Montanari m’avait dit que durant plusieurs jours Philippe II s’était confessé, implorant le pardon de Dieu pour les fautes qu’il avait commises.

Il me fallait agir de même, dire ce que j’avais fait de ma vie.

J’ai pris dans mes mains la tête du christ posée sur l’autel, puis l’ai portée dans ma chambre et placée sur ma table de travail.

C’est devant le christ aux yeux clos que j’ai décidé d’écrire ma confession.

2.

Je Vous regarde, Seigneur.

Lorsque j’ai découvert pour la première fois votre visage tel que Benvenuto Terraccini l’avait sculpté, je n’ai pu cacher mon étonnement, ma déception et même ma colère.

J’étais sur le pont de la Marchesa, la galère que commandait un vieux capitaine vénitien, Ruggero Veniero, au visage couturé et au corps voûté. Il avait combattu les infidèles à Tunis, à Rhodes, à Chypre et à Corfou. Il se tenait sur le château arrière, debout entre les deux fanaux, décrivant d’un large mouvement du bras la rade et le port de Messine où, serrées les unes contre les autres, les coques des navires de la Sainte Ligue commençaient à s’entrechoquer, car ce 15 septembre 1571 le vent se levait.

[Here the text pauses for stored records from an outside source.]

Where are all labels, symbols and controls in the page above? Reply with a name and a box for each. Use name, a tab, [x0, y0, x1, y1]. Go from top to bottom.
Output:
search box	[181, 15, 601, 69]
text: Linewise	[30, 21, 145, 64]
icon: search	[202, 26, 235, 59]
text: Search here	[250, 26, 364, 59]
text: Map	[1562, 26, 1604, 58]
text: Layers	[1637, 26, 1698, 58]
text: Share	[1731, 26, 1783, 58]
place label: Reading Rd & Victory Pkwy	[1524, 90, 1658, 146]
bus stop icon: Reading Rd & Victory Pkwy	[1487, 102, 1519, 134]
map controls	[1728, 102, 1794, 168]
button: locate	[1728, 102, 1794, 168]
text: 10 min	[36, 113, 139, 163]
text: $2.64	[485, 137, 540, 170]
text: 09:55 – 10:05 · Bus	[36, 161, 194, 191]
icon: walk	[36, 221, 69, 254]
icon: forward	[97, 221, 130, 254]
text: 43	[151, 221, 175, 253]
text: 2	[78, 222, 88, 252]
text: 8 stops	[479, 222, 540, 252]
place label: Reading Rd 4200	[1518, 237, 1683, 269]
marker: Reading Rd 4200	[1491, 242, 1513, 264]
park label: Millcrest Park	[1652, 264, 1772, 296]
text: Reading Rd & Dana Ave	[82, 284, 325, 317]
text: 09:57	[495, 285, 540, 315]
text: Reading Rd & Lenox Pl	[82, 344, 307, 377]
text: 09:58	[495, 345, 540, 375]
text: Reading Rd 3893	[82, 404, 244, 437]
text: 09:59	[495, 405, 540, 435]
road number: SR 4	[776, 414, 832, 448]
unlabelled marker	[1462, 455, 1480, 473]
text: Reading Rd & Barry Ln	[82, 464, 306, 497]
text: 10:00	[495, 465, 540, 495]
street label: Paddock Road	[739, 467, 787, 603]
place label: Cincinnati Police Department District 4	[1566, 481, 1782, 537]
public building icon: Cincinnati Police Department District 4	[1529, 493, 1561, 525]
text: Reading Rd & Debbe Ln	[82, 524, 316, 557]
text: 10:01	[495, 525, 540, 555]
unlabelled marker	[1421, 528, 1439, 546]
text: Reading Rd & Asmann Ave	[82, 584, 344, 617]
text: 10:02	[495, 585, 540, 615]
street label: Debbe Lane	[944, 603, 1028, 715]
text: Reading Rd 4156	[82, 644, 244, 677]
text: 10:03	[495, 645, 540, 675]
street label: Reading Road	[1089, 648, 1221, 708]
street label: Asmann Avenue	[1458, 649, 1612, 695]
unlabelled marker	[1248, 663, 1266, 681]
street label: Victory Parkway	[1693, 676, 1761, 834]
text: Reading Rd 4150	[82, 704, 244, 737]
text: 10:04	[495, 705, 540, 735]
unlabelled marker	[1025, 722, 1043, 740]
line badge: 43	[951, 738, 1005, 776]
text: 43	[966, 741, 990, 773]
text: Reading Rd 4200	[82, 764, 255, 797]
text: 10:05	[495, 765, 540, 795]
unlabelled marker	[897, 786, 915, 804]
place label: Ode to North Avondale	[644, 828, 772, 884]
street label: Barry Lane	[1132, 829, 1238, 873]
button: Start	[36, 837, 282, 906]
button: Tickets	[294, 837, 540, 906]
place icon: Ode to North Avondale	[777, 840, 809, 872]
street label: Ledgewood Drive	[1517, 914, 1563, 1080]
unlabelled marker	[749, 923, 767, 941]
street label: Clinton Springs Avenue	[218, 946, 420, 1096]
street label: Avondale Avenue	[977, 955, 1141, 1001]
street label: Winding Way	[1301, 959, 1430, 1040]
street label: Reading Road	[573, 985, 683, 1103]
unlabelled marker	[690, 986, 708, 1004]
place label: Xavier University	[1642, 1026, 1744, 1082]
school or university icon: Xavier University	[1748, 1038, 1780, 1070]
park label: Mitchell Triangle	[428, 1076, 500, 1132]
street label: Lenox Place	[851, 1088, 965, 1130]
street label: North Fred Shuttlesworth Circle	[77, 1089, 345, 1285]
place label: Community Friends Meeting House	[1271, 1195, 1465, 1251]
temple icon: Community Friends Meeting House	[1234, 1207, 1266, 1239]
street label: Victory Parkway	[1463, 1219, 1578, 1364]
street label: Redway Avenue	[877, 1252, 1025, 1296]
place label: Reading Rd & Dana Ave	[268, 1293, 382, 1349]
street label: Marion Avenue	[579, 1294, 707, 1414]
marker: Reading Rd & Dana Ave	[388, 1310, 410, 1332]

Veniero nous avait fait aligner de la poupe à la proue. Nous étions plus de deux cents soldats et marins, épaule contre épaule, le visage tourné vers lui qui nous haranguait, mêlant le vénitien et l’espagnol. Le poing levé, il maudissait les infidèles, ces bourreaux cruels dont il fallait nettoyer le ciel et la terre.

— Jamais, avait-il dit, autant de navires n’ont été rassemblés depuis le temps d’Octave, d’Antoine et de Cléopâtre.

Il avait montré les mâts et les étraves, les éperons qui prolongeaient les proues, tout ce bois et ce fer de nos navires qui cachaient la mer.

Il avait saisi les franges de l’étendard de damas rouge hissé à la poupe et il avait répété : Tu hoc signo vinces. « Par ce signe tu vaincras. »

Nous nous étions agenouillés et nous avions prié, écoutant Veniero nous rappeler que la flotte turque était invaincue. Ali Pacha avait réuni au moins cent quatre-vingts galères à Lépante et le combat serait le plus grand à s’être livré sur mer depuis la venue du Christ.

Nous allions décider du sort du monde chrétien.

— Avec l’aide de Dieu, nous materons ces chiens ! avait-il crié.

Il s’était redressé et sa voix s’était faite plus forte au fur et à mesure qu’il comptait les navires tout en nous les montrant du bras tendu. Il avait désigné d’abord les cent six galères vénitiennes et les six énormes galéasses, des forteresses de mer, elles aussi armées par la Sérénissime. Puis salué les quatre-vingt-dix galères espagnoles et les douze pontificales, ainsi que ces trente navires ronds, les naves, dont les canons briseraient les coques des galères infidèles.

Près de cent mille hommes, soldats, marins, rameurs enchaînés à leurs bancs, s’affronteraient.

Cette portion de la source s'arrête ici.